Campbell has been outstanding in sharing the Met’s expertise with international colleagues, through its annual Global Museum Leaders Colloquiums and other cooperative relationships. But I still feel that the Met’s curators and the director need dispel the impression of aloofness by engaging more directly with the public.

By contrast, the last time I visited the Cleveland Museum, director Bill Griswold (as I wrote here) was “a ubiquitous presence” in the galleries:

William Griswold playing an art-themed Twister game with young visitors
Photo by Lee Rosenbaum

A willingness to invite the public behind the scenes. Feed the fascination about how museums work by arranging guided tours of conservation labs, study rooms, storerooms. Mount yearly displays of new acquisitions (supplemented with related works already in the collection), to elucidate how the museum develops its holdings.

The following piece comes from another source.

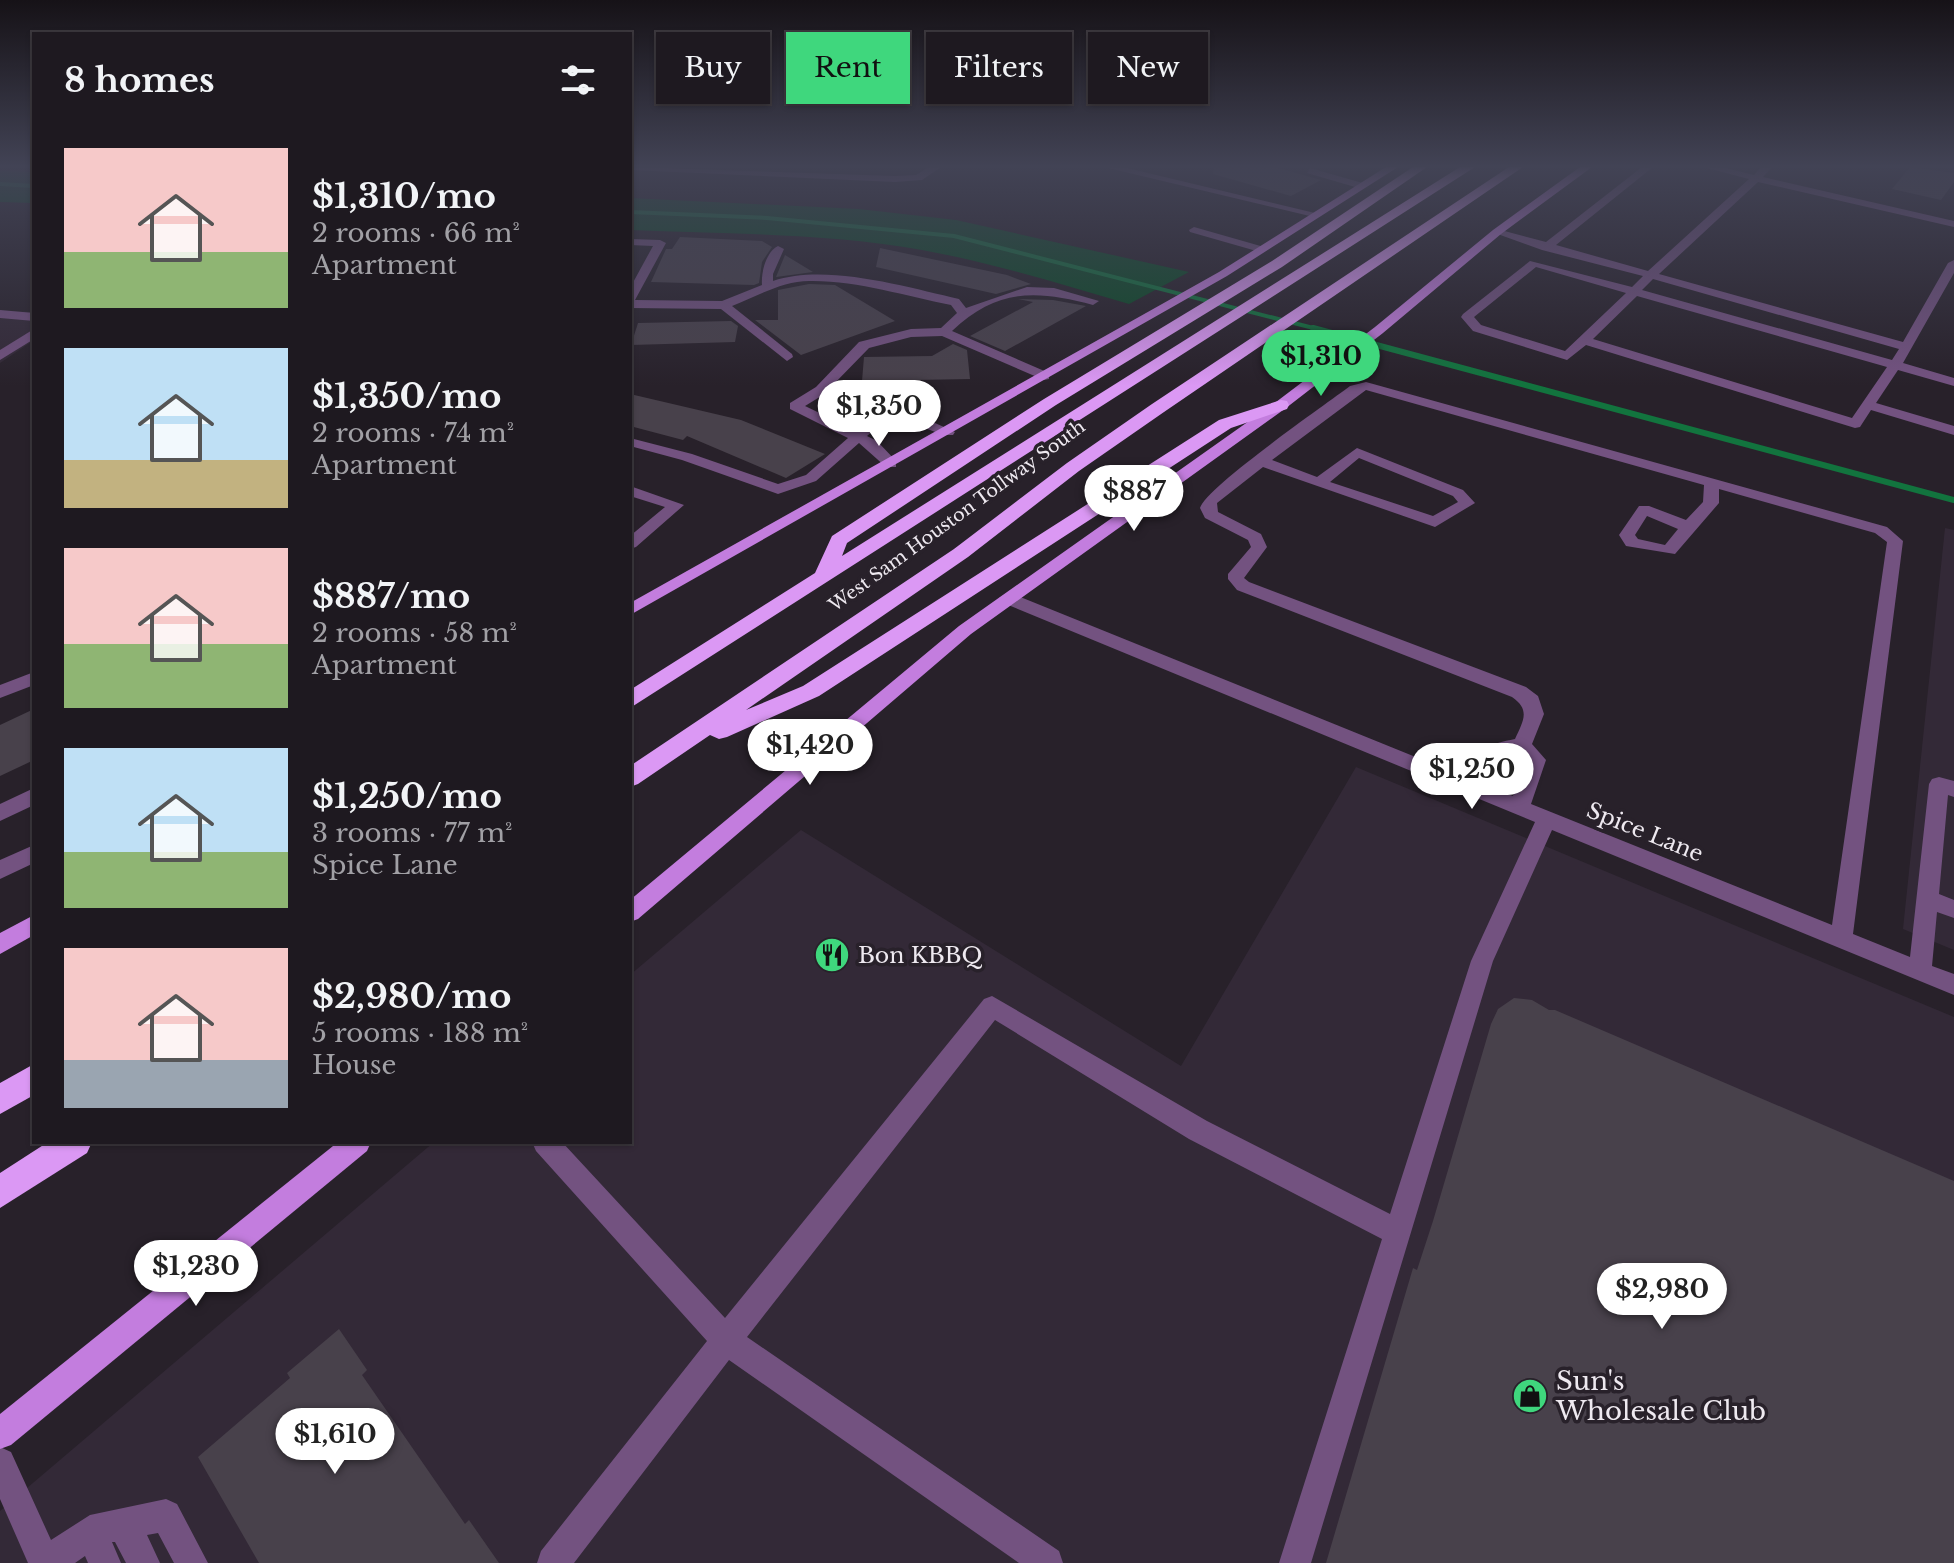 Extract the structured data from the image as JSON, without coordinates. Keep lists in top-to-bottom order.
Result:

Speaking of acquisition exhibitions, I doubt we’ll see a Tom Campbell version of The Philippe de Montebello Years, a valedictory show that imparted fascinating insights (especially through its audio tour) into how the Met enriches its collections. With a shorter tenure and a tougher collecting climate, the current director didn’t have Philippe’s golden opportunity to acquire more than 84,000 works over a 31-year span.

Philippe de Montebello with his golden trophy, Duccio di Buoninsegna’s “Madonna and Child,” ca. 1290–1300

Less fear and loathing of the press. The Met gets a huge volume of press inquiries, ranging from those that are inane and ill-informed to those that deserve serious, responsive handling. Some filtering does have to occur. But the Met press office functions more like that of a big private corporation than that of an institution with a public purpose of scholarship and display.

The press should be given easier access to the sources who make the institution what it is—administrators and curators who are the best spokespersons for the institution. For the most part, they are willing and even eager to discuss their work, but are restricted or muzzled by an excessively defensive administrative policy.

This problem has worsened on Campbell’s watch. I’m hoping that the new regime may bring more openness. Certainly I’ve found the new president, Daniel Weiss, to be refreshingly forthcoming and informative.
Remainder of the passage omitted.